Vohryzek’s views about the place of Jews in the Czech lands were largely derived from his approach to religion, which was profoundly philosophical. Vohryzek admired Moses and the prophets, especially Isaiah and Jeremiah. Among philosophers he held Spinoza and his system of ethics in the highest regard, comparing him to Tolstoy, the philosopher of Christianity. Vohryzek rejected Orthodoxy as well as indifference, conversion, and other forms of abstention from the Jewish community, and worked for the retention of the Jewish faith, which he labeled Mosaism. He strove for reform of Jewish ritual, which he felt had little to do with faith, and advised Jews to think again about the true message of their ancestors. He understood the essence of Jewishness to consist in an objectively given, realistic, and ethically rooted worldview, one that produces an indestructible faith. His ideal was a synthesis of religion and philosophy that would fashion all nations into one intellectual whole.

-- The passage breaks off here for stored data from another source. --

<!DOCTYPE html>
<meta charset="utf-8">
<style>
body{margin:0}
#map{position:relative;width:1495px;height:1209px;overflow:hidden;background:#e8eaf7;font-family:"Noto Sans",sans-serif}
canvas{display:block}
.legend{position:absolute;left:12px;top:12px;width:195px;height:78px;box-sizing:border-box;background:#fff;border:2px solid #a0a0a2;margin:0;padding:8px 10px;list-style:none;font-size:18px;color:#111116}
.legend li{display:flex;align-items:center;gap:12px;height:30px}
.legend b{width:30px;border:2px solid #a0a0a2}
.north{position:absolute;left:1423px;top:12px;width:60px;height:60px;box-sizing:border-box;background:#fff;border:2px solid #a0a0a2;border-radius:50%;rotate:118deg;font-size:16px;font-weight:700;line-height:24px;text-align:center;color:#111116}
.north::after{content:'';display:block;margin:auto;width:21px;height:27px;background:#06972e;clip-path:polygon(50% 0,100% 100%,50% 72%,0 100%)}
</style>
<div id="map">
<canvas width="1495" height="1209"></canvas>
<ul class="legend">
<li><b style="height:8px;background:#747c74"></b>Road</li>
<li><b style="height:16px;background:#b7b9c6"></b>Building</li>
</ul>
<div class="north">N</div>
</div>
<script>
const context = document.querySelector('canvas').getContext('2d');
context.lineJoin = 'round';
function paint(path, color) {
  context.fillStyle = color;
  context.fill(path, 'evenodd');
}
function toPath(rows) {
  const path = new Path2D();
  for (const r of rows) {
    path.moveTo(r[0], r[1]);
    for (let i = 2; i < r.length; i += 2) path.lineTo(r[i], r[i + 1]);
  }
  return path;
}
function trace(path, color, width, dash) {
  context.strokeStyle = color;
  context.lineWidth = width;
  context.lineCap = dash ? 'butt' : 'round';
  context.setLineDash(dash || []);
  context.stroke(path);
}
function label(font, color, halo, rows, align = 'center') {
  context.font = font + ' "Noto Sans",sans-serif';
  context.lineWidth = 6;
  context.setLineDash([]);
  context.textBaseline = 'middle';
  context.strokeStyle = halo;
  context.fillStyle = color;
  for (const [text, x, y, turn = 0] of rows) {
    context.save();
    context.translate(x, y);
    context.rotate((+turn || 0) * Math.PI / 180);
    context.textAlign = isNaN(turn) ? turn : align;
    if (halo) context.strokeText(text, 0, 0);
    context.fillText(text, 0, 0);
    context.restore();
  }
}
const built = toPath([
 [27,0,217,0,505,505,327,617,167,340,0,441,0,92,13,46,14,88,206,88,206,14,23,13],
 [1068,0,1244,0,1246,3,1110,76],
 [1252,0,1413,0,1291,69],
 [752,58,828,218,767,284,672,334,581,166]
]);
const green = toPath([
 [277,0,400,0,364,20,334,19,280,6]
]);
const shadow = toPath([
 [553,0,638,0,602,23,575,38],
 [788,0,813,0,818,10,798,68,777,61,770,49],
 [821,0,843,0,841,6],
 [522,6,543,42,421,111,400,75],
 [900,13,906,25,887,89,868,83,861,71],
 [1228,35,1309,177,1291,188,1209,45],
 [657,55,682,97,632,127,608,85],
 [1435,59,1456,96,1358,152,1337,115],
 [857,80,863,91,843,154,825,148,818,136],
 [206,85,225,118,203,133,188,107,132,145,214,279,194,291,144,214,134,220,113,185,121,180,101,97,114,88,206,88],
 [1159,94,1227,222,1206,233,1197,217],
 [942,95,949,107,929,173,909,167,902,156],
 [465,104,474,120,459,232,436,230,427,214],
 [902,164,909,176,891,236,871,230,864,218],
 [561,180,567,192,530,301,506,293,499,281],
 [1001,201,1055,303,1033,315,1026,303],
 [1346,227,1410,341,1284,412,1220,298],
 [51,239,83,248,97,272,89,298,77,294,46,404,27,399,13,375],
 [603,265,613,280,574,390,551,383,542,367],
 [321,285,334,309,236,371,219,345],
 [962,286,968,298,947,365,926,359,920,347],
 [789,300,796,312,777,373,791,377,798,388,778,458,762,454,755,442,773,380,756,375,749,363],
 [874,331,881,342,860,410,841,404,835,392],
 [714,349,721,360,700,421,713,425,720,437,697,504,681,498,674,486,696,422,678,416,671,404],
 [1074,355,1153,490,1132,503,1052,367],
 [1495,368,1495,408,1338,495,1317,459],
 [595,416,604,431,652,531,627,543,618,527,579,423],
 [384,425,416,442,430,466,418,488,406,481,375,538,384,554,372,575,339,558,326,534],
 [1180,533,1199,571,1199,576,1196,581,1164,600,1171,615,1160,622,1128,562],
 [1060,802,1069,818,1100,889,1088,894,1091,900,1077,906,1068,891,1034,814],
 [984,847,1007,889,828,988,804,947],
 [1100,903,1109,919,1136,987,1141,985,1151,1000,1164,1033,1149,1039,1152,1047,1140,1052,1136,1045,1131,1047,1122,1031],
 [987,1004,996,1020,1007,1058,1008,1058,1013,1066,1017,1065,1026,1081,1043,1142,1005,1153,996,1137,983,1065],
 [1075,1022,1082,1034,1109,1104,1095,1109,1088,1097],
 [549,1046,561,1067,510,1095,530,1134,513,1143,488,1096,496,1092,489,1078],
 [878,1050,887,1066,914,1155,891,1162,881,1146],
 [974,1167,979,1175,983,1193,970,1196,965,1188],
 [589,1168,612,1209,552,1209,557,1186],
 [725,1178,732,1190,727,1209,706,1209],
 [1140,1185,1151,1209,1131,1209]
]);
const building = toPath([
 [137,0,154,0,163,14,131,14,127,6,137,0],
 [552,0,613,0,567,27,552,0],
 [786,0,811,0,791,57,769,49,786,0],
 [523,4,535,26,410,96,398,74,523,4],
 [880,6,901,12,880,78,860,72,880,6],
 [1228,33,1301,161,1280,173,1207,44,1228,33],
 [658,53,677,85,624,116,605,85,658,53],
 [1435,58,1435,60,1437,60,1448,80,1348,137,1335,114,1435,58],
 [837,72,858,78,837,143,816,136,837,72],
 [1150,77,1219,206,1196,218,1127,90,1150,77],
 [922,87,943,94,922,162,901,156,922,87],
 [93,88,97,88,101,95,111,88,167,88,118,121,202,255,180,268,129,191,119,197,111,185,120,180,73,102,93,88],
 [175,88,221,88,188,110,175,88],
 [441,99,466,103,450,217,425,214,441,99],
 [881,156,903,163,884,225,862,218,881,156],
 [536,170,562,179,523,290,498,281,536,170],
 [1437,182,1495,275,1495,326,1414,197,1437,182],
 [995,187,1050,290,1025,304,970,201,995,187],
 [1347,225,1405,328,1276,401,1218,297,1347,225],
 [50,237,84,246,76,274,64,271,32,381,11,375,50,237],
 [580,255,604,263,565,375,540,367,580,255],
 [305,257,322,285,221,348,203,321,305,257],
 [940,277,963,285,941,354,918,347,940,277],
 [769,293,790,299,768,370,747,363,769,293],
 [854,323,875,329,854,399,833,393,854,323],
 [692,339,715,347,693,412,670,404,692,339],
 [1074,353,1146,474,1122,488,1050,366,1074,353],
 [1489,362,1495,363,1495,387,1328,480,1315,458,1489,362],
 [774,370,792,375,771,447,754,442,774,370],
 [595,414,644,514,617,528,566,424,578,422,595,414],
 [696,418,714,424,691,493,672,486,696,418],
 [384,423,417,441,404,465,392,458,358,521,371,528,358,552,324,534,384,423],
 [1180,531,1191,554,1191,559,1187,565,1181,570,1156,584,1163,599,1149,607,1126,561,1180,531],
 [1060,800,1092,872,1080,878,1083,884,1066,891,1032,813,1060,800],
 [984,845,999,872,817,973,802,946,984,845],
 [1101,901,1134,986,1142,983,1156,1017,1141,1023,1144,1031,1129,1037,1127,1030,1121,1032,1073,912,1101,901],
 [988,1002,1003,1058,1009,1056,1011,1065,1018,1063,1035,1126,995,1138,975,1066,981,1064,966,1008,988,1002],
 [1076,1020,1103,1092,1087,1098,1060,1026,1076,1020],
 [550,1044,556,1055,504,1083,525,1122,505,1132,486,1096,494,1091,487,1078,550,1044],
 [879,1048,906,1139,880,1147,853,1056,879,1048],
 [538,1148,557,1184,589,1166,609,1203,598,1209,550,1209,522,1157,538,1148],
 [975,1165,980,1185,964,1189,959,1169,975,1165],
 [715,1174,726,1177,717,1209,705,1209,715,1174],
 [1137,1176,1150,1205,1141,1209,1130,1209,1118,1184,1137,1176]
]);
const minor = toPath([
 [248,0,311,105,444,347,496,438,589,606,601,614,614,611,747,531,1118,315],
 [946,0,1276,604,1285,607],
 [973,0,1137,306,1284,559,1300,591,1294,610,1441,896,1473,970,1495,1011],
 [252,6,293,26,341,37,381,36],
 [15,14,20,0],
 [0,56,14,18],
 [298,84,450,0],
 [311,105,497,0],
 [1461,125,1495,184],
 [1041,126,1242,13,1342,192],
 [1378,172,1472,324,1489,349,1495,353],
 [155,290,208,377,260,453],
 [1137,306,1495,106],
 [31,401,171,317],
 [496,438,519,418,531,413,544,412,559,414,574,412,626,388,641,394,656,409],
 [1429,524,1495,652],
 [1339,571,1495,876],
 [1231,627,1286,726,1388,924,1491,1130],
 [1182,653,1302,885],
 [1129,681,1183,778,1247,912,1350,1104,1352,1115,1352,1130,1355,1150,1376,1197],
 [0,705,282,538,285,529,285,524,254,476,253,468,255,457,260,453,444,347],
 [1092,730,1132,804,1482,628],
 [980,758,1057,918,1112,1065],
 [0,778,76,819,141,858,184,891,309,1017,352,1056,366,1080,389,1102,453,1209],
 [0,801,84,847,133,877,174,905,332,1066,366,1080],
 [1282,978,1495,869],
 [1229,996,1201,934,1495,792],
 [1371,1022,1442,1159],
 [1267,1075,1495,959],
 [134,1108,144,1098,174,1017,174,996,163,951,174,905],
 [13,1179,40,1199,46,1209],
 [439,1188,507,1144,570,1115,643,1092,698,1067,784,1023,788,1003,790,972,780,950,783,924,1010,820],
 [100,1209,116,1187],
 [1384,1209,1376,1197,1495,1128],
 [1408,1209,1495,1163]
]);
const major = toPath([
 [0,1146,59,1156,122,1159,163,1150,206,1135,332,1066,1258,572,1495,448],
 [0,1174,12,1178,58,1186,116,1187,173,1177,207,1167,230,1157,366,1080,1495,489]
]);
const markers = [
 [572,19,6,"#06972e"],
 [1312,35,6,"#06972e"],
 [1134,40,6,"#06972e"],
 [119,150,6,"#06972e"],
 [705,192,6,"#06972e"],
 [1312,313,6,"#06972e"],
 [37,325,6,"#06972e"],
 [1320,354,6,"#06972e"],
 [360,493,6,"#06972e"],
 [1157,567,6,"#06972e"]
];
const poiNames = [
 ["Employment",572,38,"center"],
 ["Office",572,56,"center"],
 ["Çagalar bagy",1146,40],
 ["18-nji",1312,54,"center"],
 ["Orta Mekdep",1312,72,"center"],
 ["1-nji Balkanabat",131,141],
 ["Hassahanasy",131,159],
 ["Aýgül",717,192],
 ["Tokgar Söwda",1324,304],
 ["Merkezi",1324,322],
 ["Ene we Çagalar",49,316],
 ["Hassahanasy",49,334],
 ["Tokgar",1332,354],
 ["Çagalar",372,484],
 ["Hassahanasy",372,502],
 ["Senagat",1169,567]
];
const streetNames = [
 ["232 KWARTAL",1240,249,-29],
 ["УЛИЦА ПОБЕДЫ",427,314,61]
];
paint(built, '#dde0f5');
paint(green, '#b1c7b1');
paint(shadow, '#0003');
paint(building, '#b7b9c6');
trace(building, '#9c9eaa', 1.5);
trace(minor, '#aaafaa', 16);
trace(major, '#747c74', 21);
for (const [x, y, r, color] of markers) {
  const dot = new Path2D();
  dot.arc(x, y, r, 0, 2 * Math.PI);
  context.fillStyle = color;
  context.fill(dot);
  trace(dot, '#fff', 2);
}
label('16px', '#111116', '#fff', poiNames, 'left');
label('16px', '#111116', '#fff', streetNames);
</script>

Vohryzek published articles, essays, feuilletons, notes, daily reports (the latter primarily from the perspective of a psychologist), and literary tales (in the style of psychological realism) in a host of Czech and Jewish periodicals. He also published works on the economy (focusing on reasons for the decline of industry and trade), comedies and short stories set in a rural Jewish milieu (Věno [Dowry] and Červenékorály [Red Corals]; both 1908), poems, and aphorisms. He popularized philosophy and psychology, and wrote about health regulations and the meaning of sports for the individual and society.

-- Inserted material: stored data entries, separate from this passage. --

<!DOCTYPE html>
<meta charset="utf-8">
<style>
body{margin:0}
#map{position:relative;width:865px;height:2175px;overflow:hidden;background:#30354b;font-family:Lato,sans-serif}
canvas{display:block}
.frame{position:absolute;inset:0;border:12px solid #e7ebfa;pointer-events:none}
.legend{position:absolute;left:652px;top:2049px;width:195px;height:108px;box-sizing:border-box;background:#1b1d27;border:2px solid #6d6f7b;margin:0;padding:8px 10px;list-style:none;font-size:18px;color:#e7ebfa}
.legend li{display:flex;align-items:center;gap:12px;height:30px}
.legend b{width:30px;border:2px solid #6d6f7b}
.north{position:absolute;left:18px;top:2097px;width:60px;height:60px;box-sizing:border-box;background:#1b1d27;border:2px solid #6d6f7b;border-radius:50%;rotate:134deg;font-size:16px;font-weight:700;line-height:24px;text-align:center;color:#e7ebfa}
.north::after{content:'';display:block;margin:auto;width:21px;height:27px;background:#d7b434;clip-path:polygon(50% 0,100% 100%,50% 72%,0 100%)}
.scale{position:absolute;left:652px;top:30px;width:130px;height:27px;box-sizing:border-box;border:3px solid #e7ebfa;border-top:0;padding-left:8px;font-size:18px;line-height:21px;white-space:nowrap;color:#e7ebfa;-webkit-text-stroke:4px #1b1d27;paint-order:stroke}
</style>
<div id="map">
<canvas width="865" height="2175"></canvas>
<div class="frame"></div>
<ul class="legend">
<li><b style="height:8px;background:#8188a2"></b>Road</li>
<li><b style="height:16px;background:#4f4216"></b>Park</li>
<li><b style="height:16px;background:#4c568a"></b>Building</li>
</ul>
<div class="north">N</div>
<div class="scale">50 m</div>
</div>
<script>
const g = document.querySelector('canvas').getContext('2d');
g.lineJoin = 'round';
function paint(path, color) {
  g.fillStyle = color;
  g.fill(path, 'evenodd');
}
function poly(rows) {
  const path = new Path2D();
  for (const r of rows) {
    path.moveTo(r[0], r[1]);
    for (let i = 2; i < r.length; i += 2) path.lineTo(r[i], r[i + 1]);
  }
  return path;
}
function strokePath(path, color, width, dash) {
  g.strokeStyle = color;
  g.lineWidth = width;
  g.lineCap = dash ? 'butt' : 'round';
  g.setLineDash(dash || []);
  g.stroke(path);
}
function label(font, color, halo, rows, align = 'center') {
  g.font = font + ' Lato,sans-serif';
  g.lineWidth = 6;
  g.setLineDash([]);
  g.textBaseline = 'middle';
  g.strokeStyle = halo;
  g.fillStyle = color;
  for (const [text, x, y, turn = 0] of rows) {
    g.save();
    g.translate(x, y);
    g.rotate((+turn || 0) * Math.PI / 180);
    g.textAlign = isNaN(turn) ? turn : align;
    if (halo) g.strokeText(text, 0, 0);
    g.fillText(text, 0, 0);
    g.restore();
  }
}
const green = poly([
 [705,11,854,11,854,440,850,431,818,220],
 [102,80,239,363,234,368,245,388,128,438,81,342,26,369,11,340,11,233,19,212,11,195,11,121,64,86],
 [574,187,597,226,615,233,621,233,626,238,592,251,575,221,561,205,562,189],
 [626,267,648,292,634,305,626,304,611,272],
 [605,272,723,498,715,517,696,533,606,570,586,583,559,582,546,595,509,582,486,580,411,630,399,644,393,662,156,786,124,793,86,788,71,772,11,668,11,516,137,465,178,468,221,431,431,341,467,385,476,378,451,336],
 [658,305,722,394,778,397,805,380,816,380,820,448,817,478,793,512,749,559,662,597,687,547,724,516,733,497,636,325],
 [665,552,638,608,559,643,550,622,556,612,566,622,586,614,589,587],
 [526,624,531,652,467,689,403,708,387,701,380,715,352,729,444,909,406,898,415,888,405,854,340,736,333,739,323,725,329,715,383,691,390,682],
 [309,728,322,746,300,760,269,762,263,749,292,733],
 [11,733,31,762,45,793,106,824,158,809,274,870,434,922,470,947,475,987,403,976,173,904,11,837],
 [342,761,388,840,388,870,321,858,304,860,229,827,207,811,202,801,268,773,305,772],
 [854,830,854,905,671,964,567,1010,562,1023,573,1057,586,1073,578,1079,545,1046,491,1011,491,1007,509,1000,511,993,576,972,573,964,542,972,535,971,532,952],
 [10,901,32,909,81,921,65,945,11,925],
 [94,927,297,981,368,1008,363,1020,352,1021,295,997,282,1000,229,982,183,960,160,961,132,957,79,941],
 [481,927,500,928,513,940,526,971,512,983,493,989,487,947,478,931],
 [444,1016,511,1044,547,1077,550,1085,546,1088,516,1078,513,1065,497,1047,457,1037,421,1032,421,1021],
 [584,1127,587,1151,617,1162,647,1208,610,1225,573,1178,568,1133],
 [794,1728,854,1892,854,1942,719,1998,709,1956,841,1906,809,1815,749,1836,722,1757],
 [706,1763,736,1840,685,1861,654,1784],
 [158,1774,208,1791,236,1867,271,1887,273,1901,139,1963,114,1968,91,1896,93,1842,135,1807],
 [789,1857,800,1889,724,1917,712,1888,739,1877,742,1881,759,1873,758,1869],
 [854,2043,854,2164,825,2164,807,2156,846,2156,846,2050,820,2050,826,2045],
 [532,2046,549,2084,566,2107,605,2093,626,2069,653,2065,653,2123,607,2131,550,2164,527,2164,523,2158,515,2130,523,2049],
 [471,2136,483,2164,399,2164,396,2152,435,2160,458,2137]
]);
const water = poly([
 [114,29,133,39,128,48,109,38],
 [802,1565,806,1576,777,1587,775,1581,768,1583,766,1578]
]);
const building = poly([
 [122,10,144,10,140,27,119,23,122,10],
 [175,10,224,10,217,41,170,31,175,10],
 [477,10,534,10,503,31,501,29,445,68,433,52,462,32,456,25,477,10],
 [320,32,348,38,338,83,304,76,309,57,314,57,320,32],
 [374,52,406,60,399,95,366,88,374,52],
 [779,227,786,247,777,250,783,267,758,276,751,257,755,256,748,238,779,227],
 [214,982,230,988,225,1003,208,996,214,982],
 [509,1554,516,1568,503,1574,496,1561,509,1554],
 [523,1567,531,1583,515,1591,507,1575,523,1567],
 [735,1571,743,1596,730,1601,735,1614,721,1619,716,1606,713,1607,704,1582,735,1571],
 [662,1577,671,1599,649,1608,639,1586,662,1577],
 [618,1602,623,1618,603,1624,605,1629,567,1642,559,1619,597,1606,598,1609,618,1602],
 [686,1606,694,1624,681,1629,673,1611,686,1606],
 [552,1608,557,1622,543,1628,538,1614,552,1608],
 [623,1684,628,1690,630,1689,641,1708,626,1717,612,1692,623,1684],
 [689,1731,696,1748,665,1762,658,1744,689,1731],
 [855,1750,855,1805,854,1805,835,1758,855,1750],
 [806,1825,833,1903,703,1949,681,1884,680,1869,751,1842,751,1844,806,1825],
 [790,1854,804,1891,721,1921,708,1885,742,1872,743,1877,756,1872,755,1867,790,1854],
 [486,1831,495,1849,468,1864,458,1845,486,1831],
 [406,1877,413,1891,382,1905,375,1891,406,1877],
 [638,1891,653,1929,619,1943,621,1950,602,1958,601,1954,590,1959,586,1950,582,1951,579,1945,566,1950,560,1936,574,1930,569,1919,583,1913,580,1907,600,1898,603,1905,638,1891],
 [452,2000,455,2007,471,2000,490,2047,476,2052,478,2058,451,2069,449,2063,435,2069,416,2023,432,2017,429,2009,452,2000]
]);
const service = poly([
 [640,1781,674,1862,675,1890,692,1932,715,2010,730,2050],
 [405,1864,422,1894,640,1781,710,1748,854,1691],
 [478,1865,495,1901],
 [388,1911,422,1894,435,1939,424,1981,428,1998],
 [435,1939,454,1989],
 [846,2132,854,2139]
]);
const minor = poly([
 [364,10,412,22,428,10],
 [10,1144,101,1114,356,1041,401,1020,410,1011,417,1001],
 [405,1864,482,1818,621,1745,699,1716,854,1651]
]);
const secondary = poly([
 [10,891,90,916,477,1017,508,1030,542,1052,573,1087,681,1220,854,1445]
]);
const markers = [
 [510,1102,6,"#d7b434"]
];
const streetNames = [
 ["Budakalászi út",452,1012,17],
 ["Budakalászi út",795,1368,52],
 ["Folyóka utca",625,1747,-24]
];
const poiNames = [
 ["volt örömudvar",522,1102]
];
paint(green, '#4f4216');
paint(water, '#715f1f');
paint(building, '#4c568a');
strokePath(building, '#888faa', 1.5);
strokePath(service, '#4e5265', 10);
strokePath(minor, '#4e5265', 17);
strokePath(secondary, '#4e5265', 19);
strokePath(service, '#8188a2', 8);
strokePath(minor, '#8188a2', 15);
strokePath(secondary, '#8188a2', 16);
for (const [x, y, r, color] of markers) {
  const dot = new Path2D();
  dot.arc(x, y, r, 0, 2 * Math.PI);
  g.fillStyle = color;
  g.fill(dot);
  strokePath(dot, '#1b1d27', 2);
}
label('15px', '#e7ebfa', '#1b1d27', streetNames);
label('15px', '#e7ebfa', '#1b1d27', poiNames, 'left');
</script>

An active translator both into and from the Czech language, Vohryzek published translations in Rozvoj from German (Heinrich Heine; Franz Grillparzer), Yiddish (Morris Rosenfeld; proverbs), and English (Shelley). He also translated Karel Havlíček Borovský’s Křest svatého Vladimíra (The Conversion of St. Vladimir; 1905) into German.

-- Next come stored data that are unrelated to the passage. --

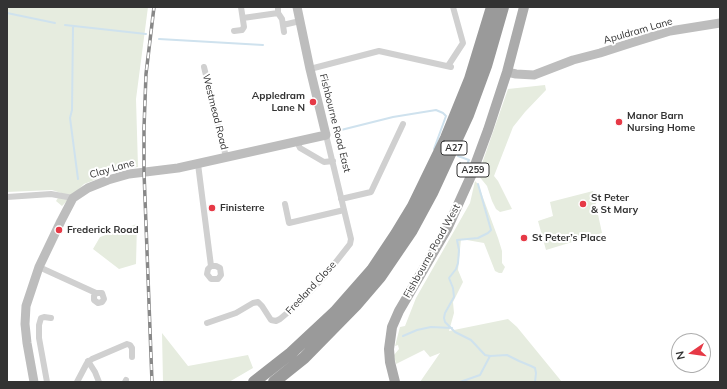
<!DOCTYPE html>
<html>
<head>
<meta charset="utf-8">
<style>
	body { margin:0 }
	#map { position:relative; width:727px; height:389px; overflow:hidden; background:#fff; font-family:Mulish,sans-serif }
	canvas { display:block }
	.frame { position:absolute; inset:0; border:8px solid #333; pointer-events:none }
	.north { position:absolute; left:671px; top:333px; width:40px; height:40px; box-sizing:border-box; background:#fff; border:1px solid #adadad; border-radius:50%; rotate:257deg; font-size:11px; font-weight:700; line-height:16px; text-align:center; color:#333 }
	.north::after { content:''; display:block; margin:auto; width:14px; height:18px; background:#e63946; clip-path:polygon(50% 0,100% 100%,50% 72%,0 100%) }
</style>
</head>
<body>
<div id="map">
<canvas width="727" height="389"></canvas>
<div class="frame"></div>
<div class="north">N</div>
</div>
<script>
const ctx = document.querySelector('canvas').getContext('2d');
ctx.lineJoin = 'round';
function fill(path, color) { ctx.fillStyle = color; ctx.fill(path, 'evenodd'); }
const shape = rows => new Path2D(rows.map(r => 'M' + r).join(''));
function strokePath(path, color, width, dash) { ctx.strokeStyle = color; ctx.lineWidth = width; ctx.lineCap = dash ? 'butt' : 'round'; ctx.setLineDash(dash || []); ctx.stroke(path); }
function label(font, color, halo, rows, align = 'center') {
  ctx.font = font + ' Mulish,sans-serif'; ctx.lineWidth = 4; ctx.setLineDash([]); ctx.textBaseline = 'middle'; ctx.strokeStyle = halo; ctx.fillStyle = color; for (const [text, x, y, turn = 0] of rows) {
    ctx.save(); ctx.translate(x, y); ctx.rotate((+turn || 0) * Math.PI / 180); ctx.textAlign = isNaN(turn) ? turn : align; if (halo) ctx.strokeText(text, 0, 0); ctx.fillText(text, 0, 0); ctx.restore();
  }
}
fill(shape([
	[7,7,148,7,136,99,138,167,96,173,97,179,84,184,62,206,56,201,61,193,52,190,7,192],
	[545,85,546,90,525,112,513,127,494,176,498,181,512,209,500,212,496,209,492,201,487,186,478,175,508,89],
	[475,181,478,184,498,238,502,251,502,263,505,267,502,273,499,273,495,271,484,243,461,239,458,270,463,282,453,302,454,313,449,331,508,319,517,327,562,382,420,382,440,353,430,357,424,350,396,364,394,355,399,349,398,345,395,346,400,327,405,326,416,298,470,203],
	[593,191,602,233,546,250,538,221,553,216,550,202],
	[137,224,136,264,119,269,93,249,100,237],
	[162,333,188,366,248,355,253,368,229,382,163,382]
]), '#e6ecdf');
strokePath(shape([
	[7,13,55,23],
	[65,25,146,34],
	[73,27,72,110,70,118,78,179],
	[159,39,263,45],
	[337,131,393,117,436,110,443,113,446,116,434,149],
	[458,156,469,160,461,176],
	[478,184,491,230,488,233,478,238,457,240,459,250,458,263,456,269,449,278,453,288,454,297,445,313,444,318,445,322,455,332,471,340,485,355,490,356,507,355,519,361,531,366,535,368,536,373,535,382],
	[403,336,417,330,431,327,452,328],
	[460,382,480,375,490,356]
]), '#cfe2ee', 2);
strokePath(shape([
	[278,7,278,13,282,19,284,32],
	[243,18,278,13],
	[283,25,300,21],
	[234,31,242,30,244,27,241,7],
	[448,66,463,43,453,7],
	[204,67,226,157],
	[310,69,379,51,451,67],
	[297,142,300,148,324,162,333,161],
	[198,164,211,266,208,269,207,274,211,279,218,279,221,275,220,268,216,266,211,266],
	[7,197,51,194,73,198],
	[341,199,371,192,403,124],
	[285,204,289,223,344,210],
	[39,267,96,293,102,293,104,299,102,302,98,303,94,300,94,296,96,293],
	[207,323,236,313,253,303,258,302,262,306,271,320,276,321,280,319,299,303,324,277,350,244,351,239,326,135],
	[88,361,95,372,99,382],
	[47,382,39,338,39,325,41,318,44,317,51,318],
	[77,382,87,363,92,359,127,344,130,345,132,348,132,357],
	[125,382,126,380]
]), '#d0d0d0', 6);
strokePath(shape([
	[507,72,516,74,534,75,573,60,600,53,631,43,670,31,720,23],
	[34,382,27,343,25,324,26,306,39,267,61,221,73,198,88,188,108,180,129,174,178,168,326,135,310,69,297,7]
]), '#bdbdbd', 9);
strokePath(shape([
	[395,382,390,362,389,349,392,327,399,311,447,229,471,176,488,130,507,72,524,7]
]), '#ababab', 10);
strokePath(shape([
	[254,382,291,353,335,312,372,270,396,234,413,206,446,138,470,79,492,7],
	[274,382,304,358,356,305,380,277,412,230,432,193,468,115,486,66,503,7]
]), '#9a9a9a', 12);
const rail = shape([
	[152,382,144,172,144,128,146,74,154,7]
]);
strokePath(rail, '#888', 3.5);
strokePath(rail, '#fff', 2, [6]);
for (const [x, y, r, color] of [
	[313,102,4,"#e63946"],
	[619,122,4,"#e63946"],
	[583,204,4,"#e63946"],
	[212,208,4,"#e63946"],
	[59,230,4,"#e63946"],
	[524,238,4,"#e63946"]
]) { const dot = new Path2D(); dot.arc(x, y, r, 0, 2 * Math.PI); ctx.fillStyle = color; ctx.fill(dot); strokePath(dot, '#fff', 1.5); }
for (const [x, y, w] of [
	[454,148,26],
	[473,170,32]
]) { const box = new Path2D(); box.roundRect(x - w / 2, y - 7, w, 14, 3); ctx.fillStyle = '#fff'; ctx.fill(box); strokePath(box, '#333', 1); }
label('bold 9px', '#333', null, [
	["A27",454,148],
	["A259",473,170]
]);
label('10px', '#333', '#fff', [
	["Apuldram Lane",638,31,-16],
	["Westmead Road",215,112,76],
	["Fishbourne Road East",335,123,76],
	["Clay Lane",112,169,-16],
	["Fishbourne Road West",432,251,-61],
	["Freeland Close",311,288,-47]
]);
label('bold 10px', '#333', '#fff', [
	["Appledram",305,96,"right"],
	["Lane N",305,108,"right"],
	["Manor Barn",627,116],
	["Nursing Home",627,128],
	["St Peter",591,198],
	["& St Mary",591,210],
	["Finisterre",220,208],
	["Frederick Road",67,230],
	["St Peter’s Place",532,238]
], 'left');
</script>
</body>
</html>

Of Vohryzek’s original writings, Epištoly k českým židům (Letters to Czech Jews; 1901) and Gedanken über den Mosaismus (Thoughts on Mosaism; 1914) were composed before World War I. His K židovské otázce, vybrané úvahy a články (On the Jewish Question: Selected Reflections and Articles; 1925) and Kniha životní moudrosti (A Book of Life’s Wisdom), an unfinished work of philosophy, were published by the Kapper Academic Society in an imprint called the Vohryzek Library. A major study on which he worked throughout his life, “Psychologie průměrného člověka” (The Psychology of the Average Person), remains in manuscript.

Suggested Reading

Oskar Donath, “Viktor Vohryzek,” in Židé a židovství v české literatuře 19. století, vol. 2, pp. 197–202 (Brno, Czech., 1930); Richard Federer, “Vzpomínka na MUDr. Viktora Vohryzka,” Věstník židovských náboženských obci v Československu 20 (1958): 5; Otakar Guth, “Viktor Vohryzek,” Kalendář českožidovský 34 (1914); Otakar Guth, “O dru. Vikt. Vohryzkovi: Život a dílo,” Kalendář českožidovský 41 (1921): 3–6; Alois Hajn, “Im memoriam: Dr. Viktor Vohryzek,” Kalendář českožidovský 42 (1922); Helena Krejčová, “State Your Views on Assimilation and Anti-Semitism,” Review of the Society for the History of Czechoslovak Jews 6 (1993–1994): 15–26; Helena Krejčová, “Výbory spolku českých akademiků židů a akademického spolku Kapper,” Paginae historiae 7 (1999): 46–84.